Siân Harrington, November 07, 2012
Gary Hamel, director of Management Innovation Exchange and the world's most influential business thinker according to the Wall Street Journal, said organisations were incompetent in so many ways it was like trying to get a dog to walk on its hind legs.
"When you give it a biscuit or treat it walks for a few minutes but when you turn your back it is back on four legs. This is because being a quadruped, not a biped, is in its DNA. Companies are the same," Hamel said.
Change in organisations is always on the margin or a reaction to crisis, he added. Both fail to address the deepest assumptions.
"We have to learn how to build organisations that have evolutionary advantages not competitive advantage at anyone time," he said.
Speaking at the CIPD's annual conference in Manchester, Hamel said the concept of management had been the most important social invention in the past 100 years but it was now a "busted flush", needing to be replaced and rebuilt from the bottom up in most companies.
"There is something in the way we manage our human resource that is not very resourceful. Organisations are characterised by an Existential vacuum.
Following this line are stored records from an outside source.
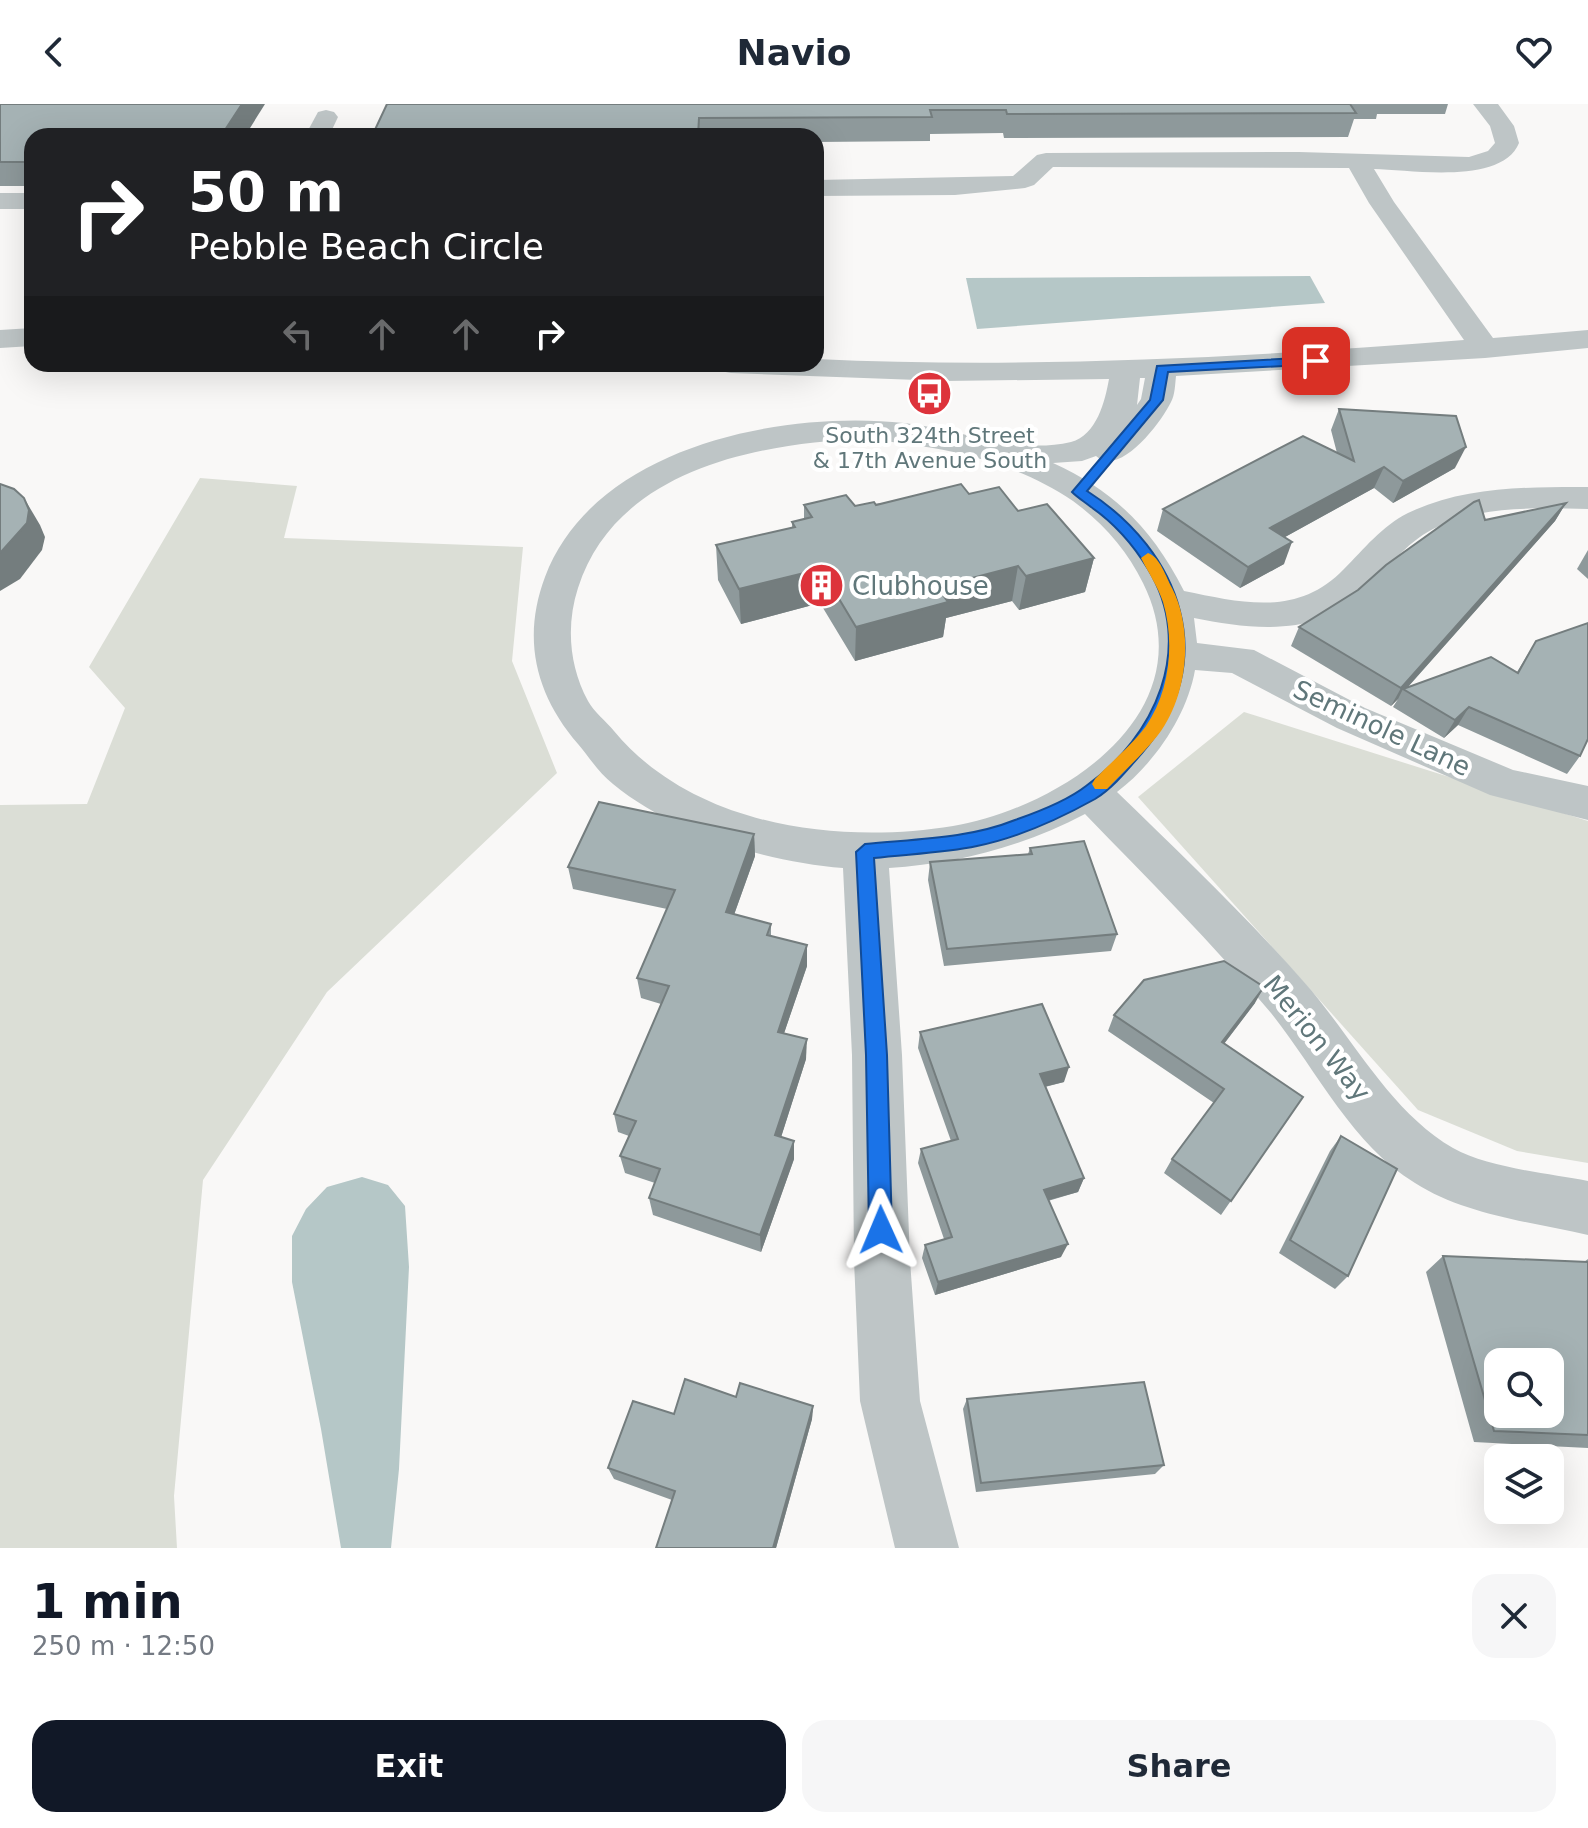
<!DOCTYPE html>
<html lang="en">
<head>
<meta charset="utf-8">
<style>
  :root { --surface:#fff; --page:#f6f6f7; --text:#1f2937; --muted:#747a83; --accent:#111827 }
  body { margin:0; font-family:"DejaVu Sans",sans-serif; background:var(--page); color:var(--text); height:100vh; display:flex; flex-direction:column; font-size:30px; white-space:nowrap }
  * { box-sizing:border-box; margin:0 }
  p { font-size:26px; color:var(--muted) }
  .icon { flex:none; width:44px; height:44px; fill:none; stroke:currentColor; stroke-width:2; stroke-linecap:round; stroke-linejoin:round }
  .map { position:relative; height:1444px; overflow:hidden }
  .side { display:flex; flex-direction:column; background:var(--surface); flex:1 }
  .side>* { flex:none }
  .hud { position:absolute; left:24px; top:24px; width:800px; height:244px; border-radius:24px; box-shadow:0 8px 32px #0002; background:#202124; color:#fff; overflow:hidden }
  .fabs { position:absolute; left:1484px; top:1244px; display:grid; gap:16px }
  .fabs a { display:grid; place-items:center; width:80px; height:80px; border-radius:16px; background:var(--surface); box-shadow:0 8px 32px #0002; font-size:40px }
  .pin { position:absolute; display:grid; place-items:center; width:68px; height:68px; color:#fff; margin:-34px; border-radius:16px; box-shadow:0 4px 12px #0006 }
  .me { position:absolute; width:88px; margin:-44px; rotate:359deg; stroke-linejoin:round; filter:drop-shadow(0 0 6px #0008) }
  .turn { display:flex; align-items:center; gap:28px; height:168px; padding:0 32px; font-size:36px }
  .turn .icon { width:104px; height:104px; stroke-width:2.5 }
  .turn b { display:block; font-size:56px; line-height:68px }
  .lanes { display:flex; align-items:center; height:76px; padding:0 32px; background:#0003; justify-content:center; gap:40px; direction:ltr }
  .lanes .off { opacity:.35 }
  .round { display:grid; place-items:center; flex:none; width:84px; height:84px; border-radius:24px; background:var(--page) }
  .summary { display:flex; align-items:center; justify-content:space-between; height:136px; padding:0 32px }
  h1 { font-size:48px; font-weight:700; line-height:60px; color:var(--accent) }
  .cta { display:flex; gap:16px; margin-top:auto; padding:16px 32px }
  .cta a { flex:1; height:92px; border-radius:24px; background:var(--accent); color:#fff; font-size:32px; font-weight:700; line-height:92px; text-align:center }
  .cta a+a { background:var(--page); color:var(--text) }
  header { display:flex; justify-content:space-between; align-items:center; height:104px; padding:0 32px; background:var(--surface); font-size:36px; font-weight:700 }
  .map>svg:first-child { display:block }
  .green { fill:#dbded6 }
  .water { fill:#b5c7c7 }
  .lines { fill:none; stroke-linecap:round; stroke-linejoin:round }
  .minor { fill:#bec5c6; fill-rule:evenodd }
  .wall { fill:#8e999b }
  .shaded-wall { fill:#747d7e }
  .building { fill:#a5b2b4; stroke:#747d7e; stroke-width:2; fill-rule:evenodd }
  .route { fill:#1a73e8; stroke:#114b97; stroke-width:2 }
  .slow { fill:#f59e0b }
  .labels { text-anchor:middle; stroke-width:8; stroke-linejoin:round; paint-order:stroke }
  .far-poi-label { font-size:22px; fill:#60777a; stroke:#fff }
  .poi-label { font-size:26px; fill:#60777a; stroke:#fff; text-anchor:start }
  .street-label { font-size:26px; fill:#60777a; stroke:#fff }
</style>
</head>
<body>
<header><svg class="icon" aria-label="back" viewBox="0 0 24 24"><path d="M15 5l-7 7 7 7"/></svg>Navio<svg class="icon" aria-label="heart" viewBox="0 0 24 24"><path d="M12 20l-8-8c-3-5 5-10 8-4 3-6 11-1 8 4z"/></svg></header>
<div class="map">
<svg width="1588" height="1444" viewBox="0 0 1588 1444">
  <rect width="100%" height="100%" fill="#f9f8f7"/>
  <g class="green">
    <polygon points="200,374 297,382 284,434 523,443 512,557 557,669 327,888 203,1076 174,1392 177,1444 0,1444 0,701 87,700 125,604 89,563"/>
    <polygon points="1244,608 1588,717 1588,1059 1517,1047 1418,1006 1138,693"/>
  </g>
  <g class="water">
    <polygon points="1310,172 1325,199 977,225 966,174"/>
    <polygon points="362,1073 388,1081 405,1102 409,1163 399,1365 391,1444 341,1444 321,1325 292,1178 292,1132 306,1105 327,1083"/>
  </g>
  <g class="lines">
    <g class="minor">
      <path d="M1473 0H1498L1514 22 1519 39C1502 81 1412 66 1374 65L1394 98 1493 234 1588 226V244L1485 254 1176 272C1175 281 1175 291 1171 298 1161 319 1119 374 1096 352L1082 357 1053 359C1116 388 1153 426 1184 487 1243 499 1298 513 1344 465 1364 445 1382 422 1408 409 1464 382 1528 383 1588 383V405C1536 404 1480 401 1433 425 1404 440 1388 465 1366 487 1318 533 1254 526 1194 514L1197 539 1254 546 1365 604 1513 666 1588 682V716L1490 691 1337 624 1232 569 1195 566C1187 612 1154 660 1117 688 1181 750 1245 811 1304 878 1352 932 1389 1007 1453 1044 1489 1064 1547 1069 1588 1077V1131C1531 1118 1465 1111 1415 1079 1352 1041 1316 965 1271 909 1213 840 1148 775 1085 710 1024 742 958 760 889 764L902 951 910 1156 920 1297 959 1444H895L860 1297 854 1156 852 951 843 764C766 758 674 730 613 680 599 669 589 653 578 640 535 590 522 534 545 473 594 342 782 306 904 319 960 325 1014 351 1071 338 1097 331 1105 297 1109 275L945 277 731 269 720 267 716 260H816V255C1032 265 1249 253 1464 236L1369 99 1349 64 1053 63 1034 81 1025 84 955 91 816 92V76L1013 72 1037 51 1046 49 1299 48 1469 53 1488 47 1495 39 1490 22ZM1140 274H1145L1141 295 1137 301ZM865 335C937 342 1012 355 1073 397 1103 419 1127 446 1143 479 1207 608 1063 703 953 722 837 741 693 722 614 627 606 617 594 608 588 597 569 562 566 521 578 484 616 365 758 339 865 335Z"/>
      <polygon points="326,6 334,8 338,13 329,32 305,32 318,8"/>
      <rect x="0" y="89" width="32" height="16"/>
      <polygon points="32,224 32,242 0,244 0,226"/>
    </g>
  </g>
  <g class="wall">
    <polygon points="0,0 32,32 32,82 0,82"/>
    <polygon points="387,0 1448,0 1445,10 1377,10 1376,15 1354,15 1348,33 1004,34 1003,29 930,30 930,37 816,38 816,32 372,32"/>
    <polygon points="1339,305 1455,364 1393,399 1374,384 1285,433 1284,460 1240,484 1157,427 1163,405 1337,349 1331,326"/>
    <polygon points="969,390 1018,407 1094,454 1085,488 1019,506 1012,497 946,514 943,533 855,557 820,499 741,520 718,476 716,441 792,424 792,418 804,415 804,401 855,402"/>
    <polygon points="1566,399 1555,417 1408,583 1517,568 1536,537 1580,652 1567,670 1458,621 1444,634 1393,603 1398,595 1391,602 1291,542 1299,523 1485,416"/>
    <polygon points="1588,446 1588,475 1577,465"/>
    <polygon points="754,730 755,752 734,811 771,820 771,832 807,841 807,862 784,929 806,955 781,1033 794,1055 761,1148 653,1111 649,1094 655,1079 625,1069 620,1052 629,1032 618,1028 614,1010 661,900 641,894 637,874 667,805 573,785 568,763"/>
    <polygon points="1030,744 1117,830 1111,847 944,862 928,776 930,758 1028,750"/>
    <polygon points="1255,899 1224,940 1303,993 1221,1111 1164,1069 1172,1055 1214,999 1108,927 1114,911"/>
    <polygon points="920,928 1064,978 1045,983 1084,1074 1078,1088 1048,1097 1061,1153 935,1191 922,1154 925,1141 944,1135 918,1059 921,1045 951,1037 918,944"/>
    <polygon points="1341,1032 1348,1172 1335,1185 1279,1149 1330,1047"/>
    <polygon points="1443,1152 1584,1158 1588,1155 1588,1344 1474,1338 1426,1168"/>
    <polygon points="736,1293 813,1302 812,1315 776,1444 656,1444 672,1396 614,1375 608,1364 674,1310"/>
    <polygon points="967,1295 1164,1361 1155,1370 976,1388 963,1305"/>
  </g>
  <g class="shaded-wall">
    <polygon points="242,0 265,0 245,32 221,32"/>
    <polygon points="1466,343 1455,364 1393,399 1403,377"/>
    <polygon points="1384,363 1374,384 1263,445 1270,424"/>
    <polygon points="24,394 40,421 45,433 42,446 20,475 0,487 0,449"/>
    <polygon points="1566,399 1555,417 1405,586 1403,585 1398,595 1391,602 1401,584"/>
    <polygon points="1292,438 1284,460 1240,484 1248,463"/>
    <polygon points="1094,454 1085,488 1019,506 1026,472"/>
    <polygon points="1018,462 1012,497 946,514 943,533 855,557 856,523 937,483"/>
    <polygon points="821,465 820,499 741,520 739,485"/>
    <polygon points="1469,603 1458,621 1444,634 1455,616"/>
    <polygon points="754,730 755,752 727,830 726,808"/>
    <polygon points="807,841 807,862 778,947 778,928"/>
    <polygon points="1264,883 1255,899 1213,954 1222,938"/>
    <polygon points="807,935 806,955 776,1049 775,1031"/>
    <polygon points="1069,963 1064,978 1035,985 1040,970"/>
    <polygon points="794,1037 794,1055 761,1148 760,1131"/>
    <polygon points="1084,1074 1078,1088 1038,1099 1044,1086"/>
    <polygon points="1068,1140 1061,1153 935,1191 938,1178"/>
    <polygon points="813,1302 812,1315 776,1444 773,1444"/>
  </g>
  <g class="building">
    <polygon points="0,0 242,0 221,32 32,32 32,58 0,58"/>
    <polygon points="387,0 1350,0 1356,9 1007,10 1006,6 930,6 932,13 699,14 698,32 372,32"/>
    <polygon points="1339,305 1456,312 1466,343 1403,377 1384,363 1270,424 1292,438 1248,463 1163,405 1303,332 1354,357"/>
    <polygon points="0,380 14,385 24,394 29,406 27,419 0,449"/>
    <polygon points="961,380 969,390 999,383 1018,407 1047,400 1094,454 1026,472 1018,462 937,483 948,498 856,523 821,465 739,485 716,441 795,423 792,418 812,413 804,401 846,391 855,402 874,398 876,401"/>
    <polygon points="1479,396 1485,416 1566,399 1401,584 1299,523 1358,486 1386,461 1474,398"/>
    <polygon points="1588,519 1588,635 1580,652 1469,603 1455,616 1403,585 1491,553 1518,569 1536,537"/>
    <polygon points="599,698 754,730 726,808 771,820 767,831 807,841 778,928 807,935 775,1031 794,1037 760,1131 649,1094 660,1065 620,1052 636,1017 614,1010 669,882 637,874 675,786 568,763"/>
    <polygon points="1084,737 1117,830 947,845 930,758 1032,750 1030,744"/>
    <polygon points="1224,857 1264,883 1222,938 1303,993 1231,1097 1172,1055 1224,985 1114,911 1144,876"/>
    <polygon points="1042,900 1069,963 1040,970 1084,1074 1044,1086 1068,1140 938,1178 925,1141 952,1133 921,1045 958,1035 920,928"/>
    <polygon points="1341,1032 1397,1065 1348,1172 1290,1136"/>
    <path d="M1443 1152 1588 1158V1331L1494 1327ZM1498 1258H1550V1310H1498Z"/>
    <polygon points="685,1275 736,1293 740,1279 813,1302 773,1444 656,1444 675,1387 608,1364 633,1297 674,1310"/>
    <polygon points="1144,1278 1164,1361 981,1379 967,1295"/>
  </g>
  <path class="route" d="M1316 253 1323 257 1321 260 1168 268 1163 296 1087 387C1181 447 1222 558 1142 649 1128 665 1113 684 1095 695 1059 715 1017 734 977 742 944 749 908 750 874 754L887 951 892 1126 889 1134 881 1138 873 1134 869 1126 866 951 856 748 865 740C914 735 968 735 1015 716 1038 708 1067 697 1086 682 1155 633 1196 543 1148 465 1134 442 1114 419 1091 403 1085 398 1078 394 1072 388L1150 296 1157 262Z"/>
  <path class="slow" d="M1148 449C1160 453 1166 473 1172 484 1194 526 1188 592 1158 631 1143 650 1124 667 1107 685H1095L1092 680 1095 675C1111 658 1132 641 1146 622 1170 587 1175 538 1163 498 1158 483 1148 468 1141 454Z"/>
  <defs>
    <symbol id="bus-disc" viewBox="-11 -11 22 22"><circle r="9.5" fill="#dd333b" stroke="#fff"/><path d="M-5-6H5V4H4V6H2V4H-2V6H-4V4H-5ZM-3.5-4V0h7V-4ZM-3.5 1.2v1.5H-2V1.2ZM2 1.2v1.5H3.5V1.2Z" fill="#fff"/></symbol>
    <symbol id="building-disc" viewBox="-11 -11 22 22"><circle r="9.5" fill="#dd333b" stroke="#fff"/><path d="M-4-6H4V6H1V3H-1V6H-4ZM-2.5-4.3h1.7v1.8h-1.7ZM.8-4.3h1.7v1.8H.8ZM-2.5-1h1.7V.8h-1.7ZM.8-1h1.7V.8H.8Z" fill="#fff"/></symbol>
  </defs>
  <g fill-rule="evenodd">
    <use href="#bus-disc" x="904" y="264" width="51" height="51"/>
    <use href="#building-disc" x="796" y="456" width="51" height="51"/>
  </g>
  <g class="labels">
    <g class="far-poi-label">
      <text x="930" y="339">South 324th Street<tspan x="930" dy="25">&amp; 17th Avenue South</tspan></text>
    </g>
    <g class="poi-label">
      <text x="852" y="491">Clubhouse</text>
    </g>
    <g class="street-label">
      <text transform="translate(1382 624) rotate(25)" y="9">Seminole Lane</text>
      <text transform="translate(1317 934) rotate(51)" y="9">Merion Way</text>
    </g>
  </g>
</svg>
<div class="fabs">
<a><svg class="icon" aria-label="search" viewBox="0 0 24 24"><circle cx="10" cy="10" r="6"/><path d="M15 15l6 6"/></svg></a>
<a><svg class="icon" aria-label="layers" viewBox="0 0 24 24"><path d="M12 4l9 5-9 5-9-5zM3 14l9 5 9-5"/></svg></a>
</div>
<div class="pin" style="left:1316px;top:257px;background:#d93025"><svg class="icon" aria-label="arrive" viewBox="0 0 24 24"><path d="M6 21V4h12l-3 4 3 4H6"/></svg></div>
<svg class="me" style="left:881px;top:1126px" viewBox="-20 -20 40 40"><path d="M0-17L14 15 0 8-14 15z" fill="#1a73e8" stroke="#fff" stroke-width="4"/></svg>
<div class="hud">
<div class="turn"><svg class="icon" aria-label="right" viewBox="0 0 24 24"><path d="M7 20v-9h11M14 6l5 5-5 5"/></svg><div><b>50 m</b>Pebble Beach Circle</div></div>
<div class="lanes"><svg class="icon off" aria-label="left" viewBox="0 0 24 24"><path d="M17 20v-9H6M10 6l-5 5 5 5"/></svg><svg class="icon off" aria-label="ahead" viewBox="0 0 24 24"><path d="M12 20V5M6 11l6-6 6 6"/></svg><svg class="icon off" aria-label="ahead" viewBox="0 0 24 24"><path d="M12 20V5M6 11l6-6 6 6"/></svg><svg class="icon" aria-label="right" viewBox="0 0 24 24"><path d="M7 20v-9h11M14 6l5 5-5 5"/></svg></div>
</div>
</div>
<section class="side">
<div class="summary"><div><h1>1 min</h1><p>250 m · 12:50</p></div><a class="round"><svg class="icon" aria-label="close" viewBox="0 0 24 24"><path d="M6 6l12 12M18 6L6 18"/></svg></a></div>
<div class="cta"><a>Exit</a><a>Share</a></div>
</section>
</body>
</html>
Management is the least value adding element in any organisation," he said. " The management model is toxic at its core."
He warned that the barriers to entry for disruptive companies were now broken and incumbent players in markets were no longer protected.
The consequence of all this is that organisations need to rethink their core principles.
"This is a historic opportunity. For the first time since the Industrial Revolution we cannot build an organisation fit for the future unless it is built fit for human beings. We need to make organisations as human as the people who work for them."